* _DATA_
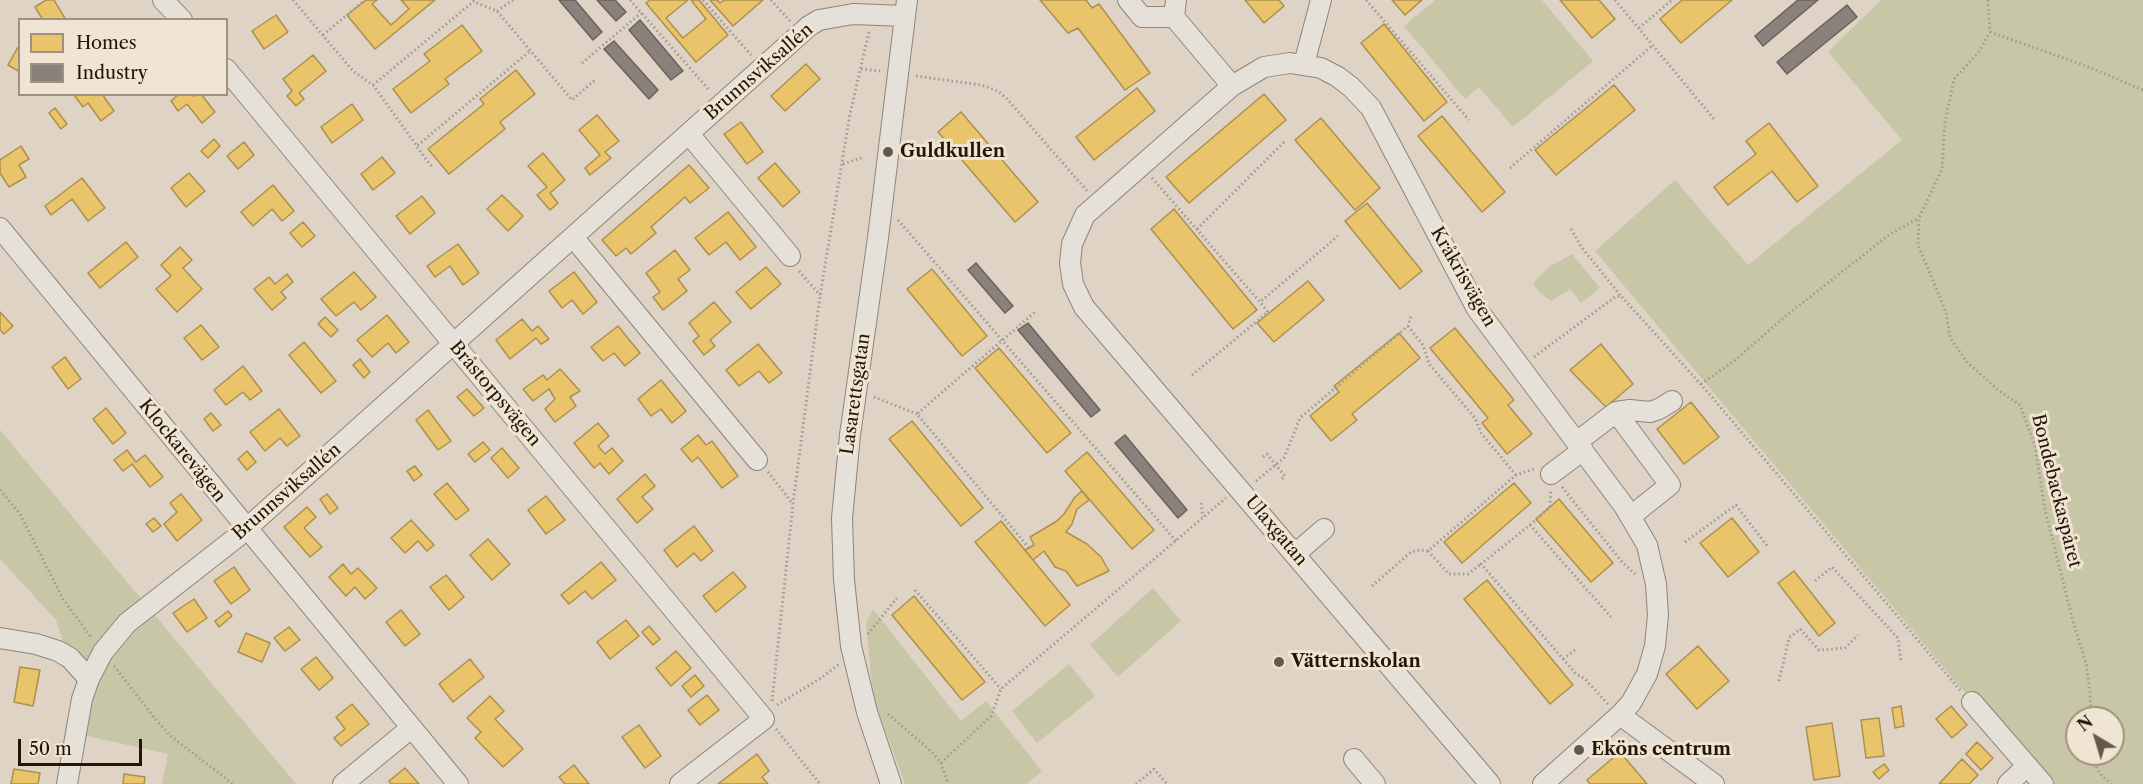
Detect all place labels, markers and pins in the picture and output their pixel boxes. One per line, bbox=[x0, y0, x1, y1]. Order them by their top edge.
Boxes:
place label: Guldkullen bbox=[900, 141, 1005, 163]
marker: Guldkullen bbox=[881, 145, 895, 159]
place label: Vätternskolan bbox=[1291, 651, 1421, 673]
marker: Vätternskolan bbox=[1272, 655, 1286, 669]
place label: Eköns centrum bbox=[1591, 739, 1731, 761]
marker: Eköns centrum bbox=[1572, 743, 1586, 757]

* * *

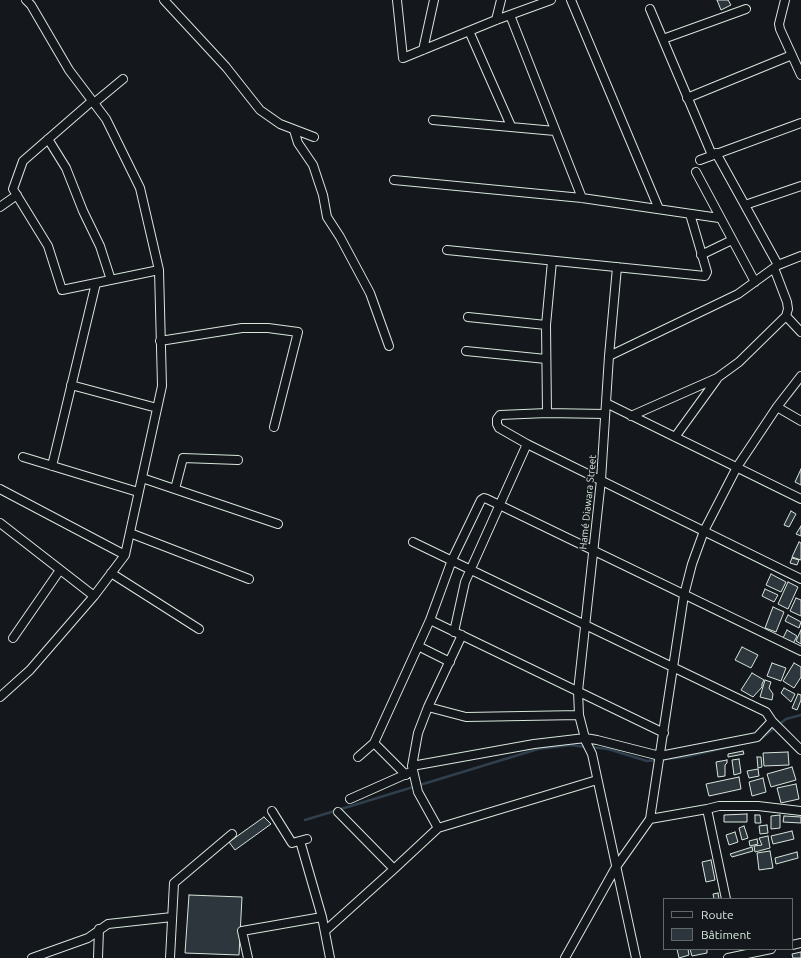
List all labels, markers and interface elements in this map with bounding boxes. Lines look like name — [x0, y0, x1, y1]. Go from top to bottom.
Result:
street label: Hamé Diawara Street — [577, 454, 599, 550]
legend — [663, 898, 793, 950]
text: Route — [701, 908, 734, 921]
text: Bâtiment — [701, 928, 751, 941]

...

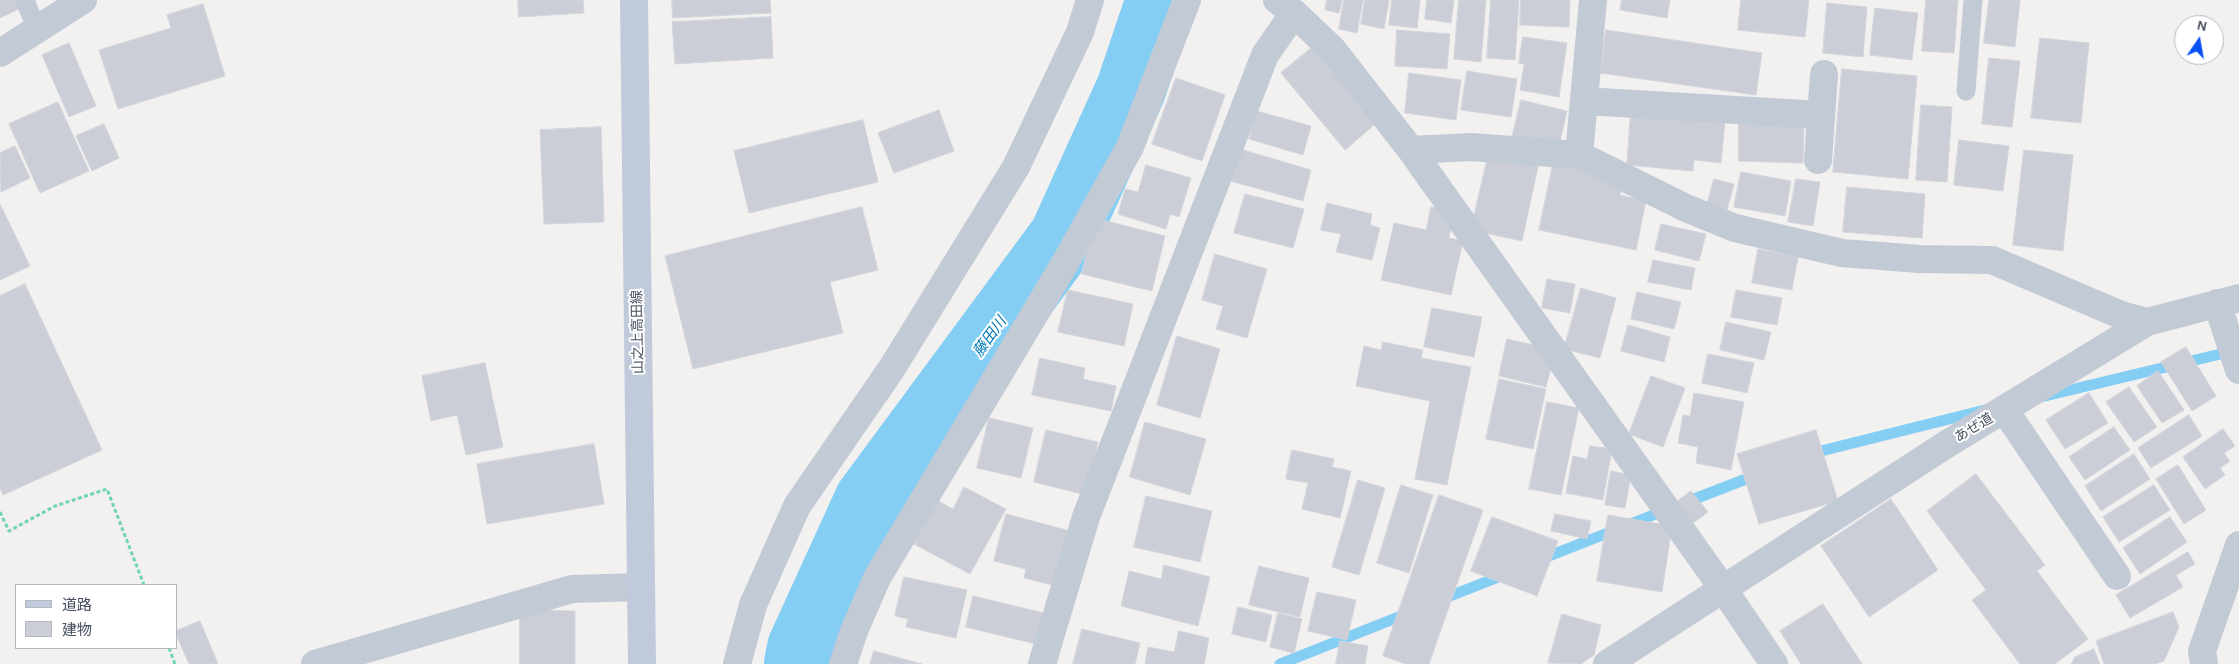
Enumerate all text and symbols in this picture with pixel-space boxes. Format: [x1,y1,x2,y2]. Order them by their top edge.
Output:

* _WHAT IS EXPECTED_
Select and copy every line from the records that includes the word "Order".

* _YOUR RESPONSE_
Detect all place labels, markers and pins in the picture and output their pixel boxes. One per line, bbox=[x0, y0, x1, y1]. Order them by their top edge.
Enumerate all text and symbols in this picture with pixel-space boxes. Format: [x1,y1,x2,y2]. Order them by their top edge.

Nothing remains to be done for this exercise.